Work to be completed ▸ One range is to be output from the listing below, exactly as written: the line with "390px,974px 393px,972px 403px,984px" to the line with "402px,2346px 425px,2336px 439px,2310px", both kept.
[Start of Attachment]
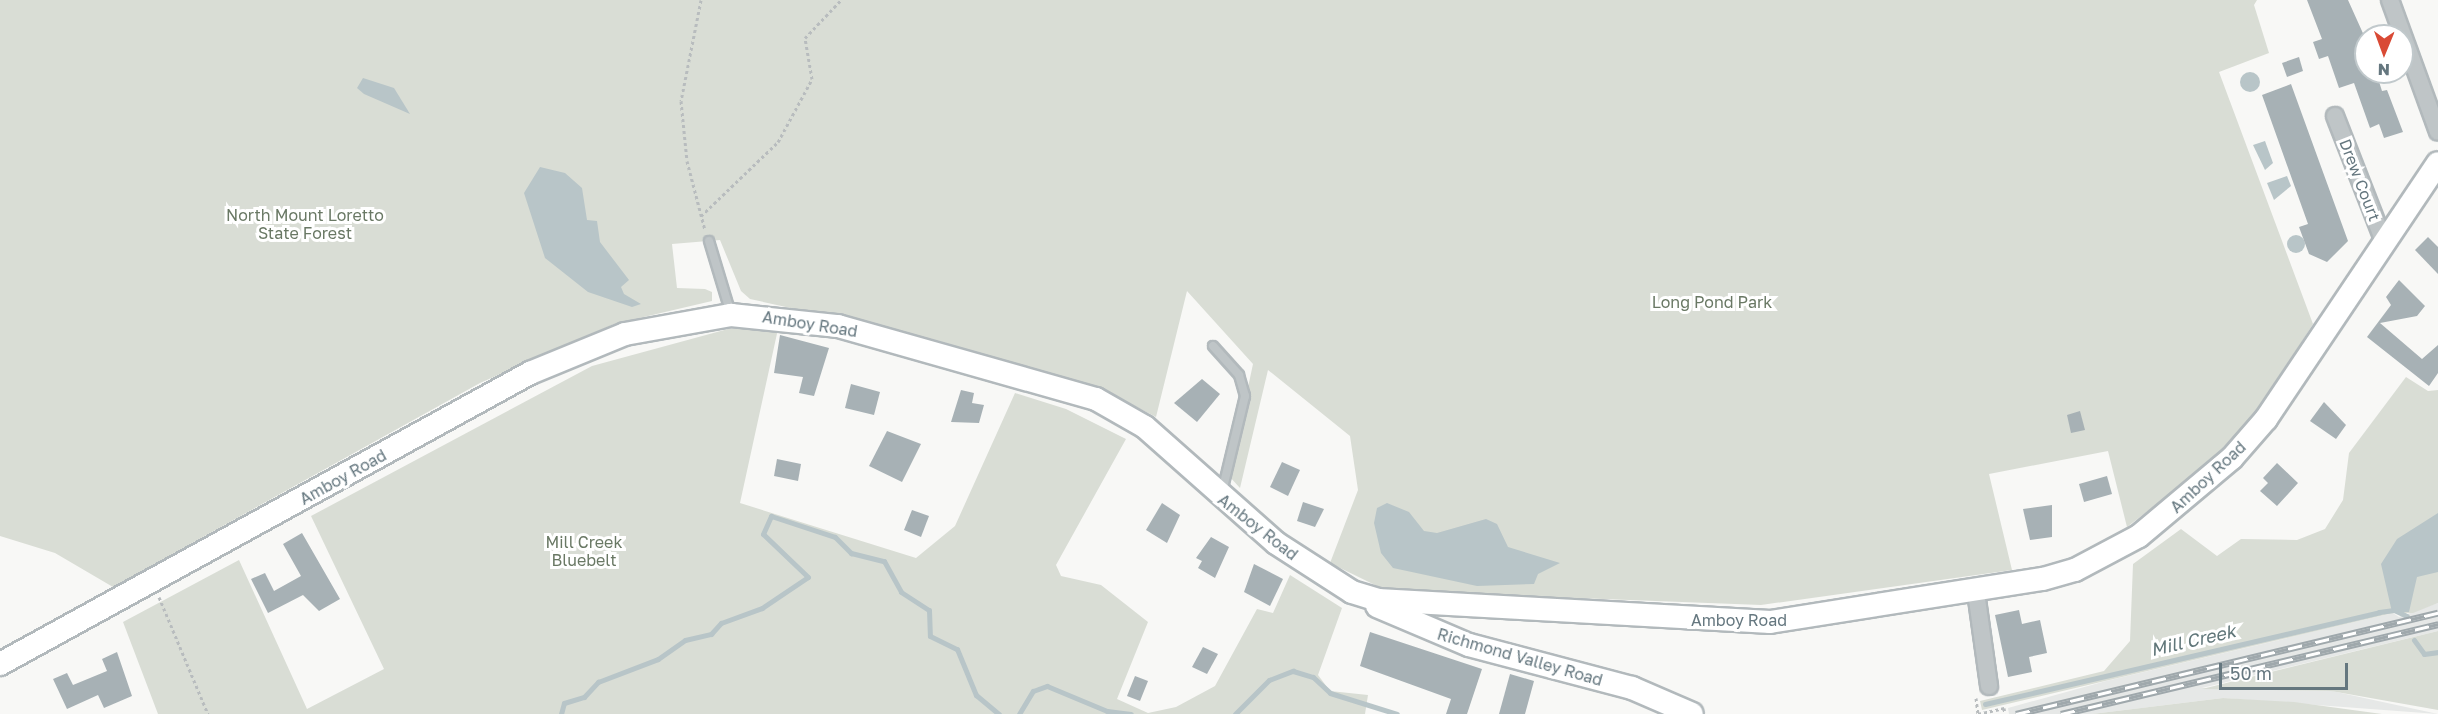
<!DOCTYPE html>
<html>
<head>
<meta charset="utf-8">
<style>
  body { margin:0 }
  #map { position:relative; width:2438px; height:714px; overflow:hidden; background:#f8f8f6; font-family:"Golos Text",sans-serif }
  div>[style] { position:absolute }
  [style*='--x'] { left:calc(var(--x)*1px); top:calc(var(--y)*1px); width:calc(var(--w)*1px); rotate:calc(var(--a)*1deg) }
  .built>* { inset:0; background:#e6e8e7 }
  .green>* { inset:0; background:#d9ddd5 }
  .water>* { inset:0; background:#b8c5c8 }
  .round { border-radius:50% }
  .stream>* { height:5px; margin:-2.5px; padding:0 2.5px; transform-origin:2.5px; border-radius:2.5px; background:#b8c5c8 }
  .building>* { inset:0; background:#a7b1b5 }
  .path>* { height:3px; margin-top:-1.5px; transform-origin:0; background:repeating-linear-gradient(90deg,#b8bcbe 0 3px,transparent 0 6px) }
  .roads { filter:drop-shadow(2px 0 #b2b9bc) drop-shadow(-2px 0 #b2b9bc) drop-shadow(0 2px #b2b9bc) drop-shadow(0 -2px #b2b9bc) }
  .lane>* { height:8px; margin:-4px; padding:0 4px; transform-origin:4px; border-radius:4px; background:#bfc5c7 }
  .street>* { height:16px; margin:-8px; padding:0 8px; transform-origin:8px; border-radius:8px; background:#bfc5c7 }
  .secondary>* { height:22px; margin:-11px; padding:0 11px; transform-origin:11px; border-radius:11px; background:#fff }
  .rail>* { height:7px; margin-top:-3.5px; transform-origin:0; background:repeating-linear-gradient(90deg,#fff 0 14px,#9fa8ac 0 28px); box-sizing:border-box; border-block:2px solid #9fa8ac }
  span { translate:-50% -50%; white-space:nowrap; text-align:center; line-height:1.15; -webkit-text-stroke:6px #fff; paint-order:stroke }
  .street-label { font-size:16px; color:#65777f }
  .park-label { font-size:16px; color:#697864 }
  .water-label { font-size:18px; color:#607679; font-style:italic }
  .north { position:absolute; left:2354px; top:24px; width:60px; height:60px; box-sizing:border-box; background:#fff; border:2px solid #c1c9cc; border-radius:50%; rotate:181deg; font-size:16px; font-weight:700; line-height:24px; text-align:center; color:#65777f }
  .north::after { content:''; display:block; margin:auto; width:21px; height:27px; background:#d94a35; clip-path:polygon(50% 0,100% 100%,50% 72%,0 100%) }
  .scale { position:absolute; left:2219px; top:663px; width:129px; height:27px; box-sizing:border-box; border:3px solid #65777f; border-top:0; padding-left:8px; font-size:18px; line-height:21px; white-space:nowrap; color:#65777f; -webkit-text-stroke:4px #fff; paint-order:stroke }
</style>
</head>
<body>
<div id="map">
  <div class="built">
    <div style="clip-path:polygon(2438px 603px,2438px 631px,2202px 688px,2332px 691px,2438px 714px,2223px 698px,2092px 714px,2009px 714px,2008px 708px,2106px 681px,2393px 613px,2399px 617px)"></div>
  </div>
  <div class="green">
    <div style="clip-path:polygon(0 0,2257px 0,2254px 5px,2269px 53px,2219px 72px,2313px 324px,2261px 407px,2206px 466px,2127px 527px,2108px 451px,1989px 474px,2012px 570px,1761px 605px,1418px 592px,1379px 587px,1330px 563px,1358px 490px,1350px 436px,1268px 370px,1240px 488px,1229px 476px,1253px 364px,1187px 291px,1156px 417px,1098px 387px,932px 339px,750px 299px,741px 291px,720px 240px,672px 244px,677px 288px,705px 289px,712px 292px,712px 301px,614px 324px,480px 383px,113px 587px,55px 553px,0 536px)"></div>
    <div style="clip-path:polygon(728px 329px,778px 329px,740px 503px,916px 558px,955px 526px,1015px 393px,1066px 409px,1126px 439px,1056px 565px,1061px 576px,1101px 585px,1148px 622px,1117px 699px,1148px 713px,1176px 707px,1215px 686px,1257px 609px,1273px 613px,1290px 575px,1342px 608px,1318px 675px,1330px 691px,1368px 695px,1365px 714px,158px 714px,123px 622px,239px 560px,307px 709px,384px 669px,311px 516px,592px 366px)"></div>
    <div style="clip-path:polygon(2406px 377px,2428px 391px,2438px 390px,2438px 603px,2413px 613px,2393px 613px,1982px 710px,1980px 701px,2104px 671px,2130px 641px,2133px 564px,2181px 529px,2217px 556px,2241px 539px,2297px 540px,2325px 529px,2343px 500px,2349px 453px)"></div>
    <div style="clip-path:polygon(2438px 631px,2438px 710px,2331px 691px,2202px 689px)"></div>
    <div style="clip-path:polygon(2223px 698px,2294px 702px,2382px 714px,2092px 714px)"></div>
  </div>
  <div class="water">
    <div class="round" style="left:2240px;top:72px;width:20px;height:20px"></div>
    <div style="clip-path:polygon(363px 78px,394px 88px,410px 114px,364px 94px,357px 88px)"></div>
    <div style="clip-path:polygon(2265px 141px,2273px 163px,2265px 170px,2253px 145px)"></div>
    <div style="clip-path:polygon(540px 167px,565px 173px,582px 188px,587px 220px,597px 221px,600px 242px,629px 280px,621px 287px,624px 294px,641px 304px,632px 307px,588px 292px,545px 258px,524px 193px)"></div>
    <div style="clip-path:polygon(2287px 176px,2291px 186px,2274px 200px,2267px 183px)"></div>
    <div class="round" style="left:2287px;top:235px;width:18px;height:18px"></div>
    <div style="clip-path:polygon(1387px 503px,1409px 512px,1424px 531px,1437px 533px,1486px 519px,1497px 524px,1508px 547px,1560px 563px,1538px 574px,1534px 584px,1477px 586px,1393px 568px,1381px 553px,1374px 523px,1377px 508px)"></div>
    <div style="clip-path:polygon(2438px 513px,2438px 572px,2417px 577px,2409px 612px,2392px 612px,2381px 564px,2397px 539px)"></div>
  </div>
  <div class="stream">
    <div style="--x:2414;--y:640;--w:17;--a:54"></div>
    <div style="--x:2424;--y:654;--w:14;--a:-8"></div>
    <div style="--x:1985;--y:704;--w:405;--a:-13.1"></div>
    <div style="--x:2379;--y:612;--w:15;--a:-8"></div>
    <div style="--x:2394;--y:610;--w:14;--a:25"></div>
    <div style="--x:561;--y:714;--w:11;--a:-75"></div>
    <div style="--x:564;--y:703;--w:21;--a:-17"></div>
    <div style="--x:584;--y:697;--w:21;--a:-47"></div>
    <div style="--x:598;--y:682;--w:64;--a:-21"></div>
    <div style="--x:658;--y:659;--w:33;--a:-35"></div>
    <div style="--x:685;--y:640;--w:27;--a:-13"></div>
    <div style="--x:711;--y:634;--w:15;--a:-48"></div>
    <div style="--x:721;--y:623;--w:44;--a:-20.1"></div>
    <div style="--x:762;--y:608;--w:55;--a:-34"></div>
    <div style="--x:808;--y:577;--w:62;--a:-136.3"></div>
    <div style="--x:763;--y:534;--w:20;--a:-66"></div>
    <div style="--x:771;--y:516;--w:67;--a:18.2"></div>
    <div style="--x:835;--y:537;--w:23;--a:45"></div>
    <div style="--x:851;--y:553;--w:34;--a:14"></div>
    <div style="--x:884;--y:561;--w:35;--a:61"></div>
    <div style="--x:901;--y:592;--w:33;--a:33"></div>
    <div style="--x:929;--y:610;--w:26;--a:88"></div>
    <div style="--x:930;--y:636;--w:30;--a:26"></div>
    <div style="--x:957;--y:649;--w:50;--a:67.6"></div>
    <div style="--x:976;--y:695;--w:30;--a:40"></div>
    <div style="--x:1019;--y:714;--w:27;--a:-59"></div>
    <div style="--x:1033;--y:691;--w:15;--a:-20"></div>
    <div style="--x:1047;--y:686;--w:65;--a:22.6"></div>
    <div style="--x:1107;--y:711;--w:24;--a:7"></div>
    <div style="--x:1235;--y:714;--w:48;--a:-45"></div>
    <div style="--x:1269;--y:680;--w:26;--a:-21"></div>
    <div style="--x:1293;--y:671;--w:21;--a:17"></div>
    <div style="--x:1313;--y:677;--w:23;--a:43"></div>
    <div style="--x:1330;--y:693;--w:70;--a:17.4"></div>
  </div>
  <div class="building">
    <div style="clip-path:polygon(2307px 0,2348px 0,2366px 40px,2366px 72px,2376px 72px,2382px 91px,2387px 90px,2403px 132px,2384px 138px,2379px 124px,2370px 128px,2354px 83px,2339px 88px,2328px 56px,2319px 59px,2313px 42px,2322px 39px)"></div>
    <div style="clip-path:polygon(2299px 57px,2303px 71px,2287px 77px,2282px 63px)"></div>
    <div style="clip-path:polygon(2291px 84px,2348px 241px,2327px 262px,2309px 254px,2299px 227px,2308px 224px,2262px 95px)"></div>
    <div style="clip-path:polygon(2428px 237px,2438px 247px,2438px 274px,2415px 250px)"></div>
    <div style="clip-path:polygon(2399px 280px,2425px 306px,2417px 316px,2380px 323px,2422px 359px,2438px 345px,2438px 373px,2429px 386px,2367px 337px,2391px 305px,2386px 297px)"></div>
    <div style="clip-path:polygon(780px 335px,829px 348px,814px 396px,799px 393px,803px 377px,774px 373px)"></div>
    <div style="clip-path:polygon(1202px 379px,1220px 394px,1197px 422px,1174px 403px)"></div>
    <div style="clip-path:polygon(851px 384px,880px 392px,874px 415px,845px 408px)"></div>
    <div style="clip-path:polygon(961px 390px,974px 393px,972px 403px,984px 405px,979px 423px,951px 422px)"></div>
    <div style="clip-path:polygon(2324px 402px,2346px 425px,2336px 439px,2310px 421px)"></div>
    <div style="clip-path:polygon(2080px 411px,2085px 430px,2071px 433px,2067px 415px)"></div>
    <div style="clip-path:polygon(887px 431px,921px 444px,902px 482px,869px 466px)"></div>
    <div style="clip-path:polygon(777px 459px,801px 464px,798px 481px,774px 476px)"></div>
    <div style="clip-path:polygon(1282px 462px,1300px 470px,1288px 496px,1270px 487px)"></div>
    <div style="clip-path:polygon(2277px 463px,2298px 483px,2277px 506px,2260px 491px,2268px 483px,2263px 478px)"></div>
    <div style="clip-path:polygon(2107px 476px,2112px 494px,2084px 502px,2079px 484px)"></div>
    <div style="clip-path:polygon(1303px 502px,1324px 509px,1315px 527px,1297px 521px)"></div>
    <div style="clip-path:polygon(1162px 503px,1180px 515px,1167px 543px,1146px 530px)"></div>
    <div style="clip-path:polygon(2052px 505px,2052px 537px,2030px 540px,2023px 509px)"></div>
    <div style="clip-path:polygon(912px 510px,929px 516px,921px 537px,904px 530px)"></div>
    <div style="clip-path:polygon(302px 533px,340px 599px,319px 611px,303px 595px,268px 613px,251px 579px,265px 573px,274px 591px,301px 576px,283px 544px)"></div>
    <div style="clip-path:polygon(1211px 537px,1229px 547px,1215px 578px,1198px 568px,1202px 561px,1196px 558px)"></div>
    <div style="clip-path:polygon(1254px 564px,1283px 579px,1270px 606px,1244px 592px)"></div>
    <div style="clip-path:polygon(2019px 610px,2022px 624px,2040px 620px,2047px 653px,2029px 657px,2032px 672px,2008px 677px,1995px 615px)"></div>
    <div style="clip-path:polygon(1370px 632px,1482px 669px,1467px 714px,1446px 714px,1451px 699px,1360px 666px)"></div>
    <div style="clip-path:polygon(1203px 647px,1218px 654px,1207px 674px,1192px 667px)"></div>
    <div style="clip-path:polygon(117px 652px,132px 696px,104px 708px,98px 695px,67px 709px,53px 679px,67px 673px,73px 685px,107px 671px,102px 659px)"></div>
    <div style="clip-path:polygon(1510px 674px,1534px 681px,1525px 714px,1499px 714px)"></div>
    <div style="clip-path:polygon(1135px 676px,1148px 681px,1140px 701px,1127px 696px)"></div>
  </div>
  <div class="path">
    <div style="--x:701;--y:0;--w:103;--a:101.2"></div>
    <div style="--x:681;--y:101;--w:60;--a:84.3"></div>
    <div style="--x:687;--y:161;--w:71;--a:75.4"></div>
    <div style="--x:701;--y:216;--w:107;--a:-43.9"></div>
    <div style="--x:778;--y:142;--w:72;--a:-61.6"></div>
    <div style="--x:812;--y:79;--w:42;--a:-99.7"></div>
    <div style="--x:805;--y:38;--w:52;--a:-46.5"></div>
    <div style="--x:159;--y:597;--w:127;--a:67.3"></div>
    <div style="--x:1976;--y:698;--w:16;--a:83"></div>
    <div style="--x:1978;--y:714;--w:27;--a:-13"></div>
    <div style="--x:2004;--y:708;--w:6;--a:81"></div>
  </div>
  <div class="roads">
    <div class="lane">
      <div style="--x:709;--y:241;--w:76;--a:73.2"></div>
      <div style="--x:1213;--y:346;--w:39;--a:48"></div>
      <div style="--x:1239;--y:375;--w:22;--a:74"></div>
      <div style="--x:1245;--y:396;--w:99;--a:103.5"></div>
    </div>
    <div class="street">
      <div style="--x:2390;--y:0;--w:140;--a:70"></div>
      <div style="--x:2335;--y:116;--w:137;--a:68.7"></div>
      <div style="--x:1976;--y:592;--w:95;--a:82.1"></div>
    </div>
    <div class="secondary">
      <div style="--x:1377;--y:606;--w:100;--a:23"></div>
      <div style="--x:1469;--y:645;--w:169;--a:14.8"></div>
      <div style="--x:1632;--y:688;--w:65;--a:23.4"></div>
      <div style="--x:0;--y:664;--w:605;--a:-28.77"></div>
      <div style="--x:530;--y:373;--w:103;--a:-22.3"></div>
      <div style="--x:625;--y:334;--w:108;--a:-10.2"></div>
      <div style="--x:731;--y:315;--w:108;--a:5.9"></div>
      <div style="--x:838;--y:326;--w:268;--a:15.8"></div>
      <div style="--x:1096;--y:399;--w:56;--a:29.7"></div>
      <div style="--x:1145;--y:427;--w:175;--a:41.5"></div>
      <div style="--x:1276;--y:543;--w:90;--a:32.8"></div>
      <div style="--x:1352;--y:592;--w:27;--a:17"></div>
      <div style="--x:1378;--y:600;--w:393;--a:3.2"></div>
      <div style="--x:1770;--y:622;--w:276;--a:-9"></div>
      <div style="--x:2043;--y:579;--w:33;--a:-16"></div>
      <div style="--x:2075;--y:570;--w:72;--a:-28"></div>
      <div style="--x:2139;--y:536;--w:121;--a:-40"></div>
      <div style="--x:2232;--y:458;--w:52;--a:-48.9"></div>
      <div style="--x:2266;--y:419;--w:308;--a:-56.1"></div>
    </div>
  </div>
  <div class="rail">
    <div style="--x:2016;--y:714;--w:434;--a:-13.5"></div>
    <div style="--x:2061;--y:714;--w:388;--a:-13.4"></div>
  </div>
  <div class="street-label">
    <span style="left:2360px;top:180px;rotate:69deg">Drew Court</span>
    <span style="left:810px;top:324px;rotate:9deg">Amboy Road</span>
    <span style="left:343px;top:477px;rotate:-29deg">Amboy Road</span>
    <span style="left:2208px;top:477px;rotate:-43deg">Amboy Road</span>
    <span style="left:1258px;top:527px;rotate:38deg">Amboy Road</span>
    <span style="left:1739px;top:620px">Amboy Road</span>
    <span style="left:1520px;top:657px;rotate:16deg">Richmond Valley Road</span>
  </div>
  <div class="park-label">
    <span style="left:305px;top:224px">North Mount Loretto<br>State Forest</span>
    <span style="left:1712px;top:302px">Long Pond Park</span>
    <span style="left:584px;top:551px">Mill Creek<br>Bluebelt</span>
  </div>
  <div class="water-label">
    <span style="left:2193px;top:640px;rotate:-13deg">Mill Creek</span>
  </div>
  <div class="north">N</div>
  <div class="scale">50 m</div>
</div>
</body>
</html>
[End of Attachment]
Response for this exercise ▸
    <div style="clip-path:polygon(961px 390px,974px 393px,972px 403px,984px 405px,979px 423px,951px 422px)"></div>
    <div style="clip-path:polygon(2324px 402px,2346px 425px,2336px 439px,2310px 421px)"></div>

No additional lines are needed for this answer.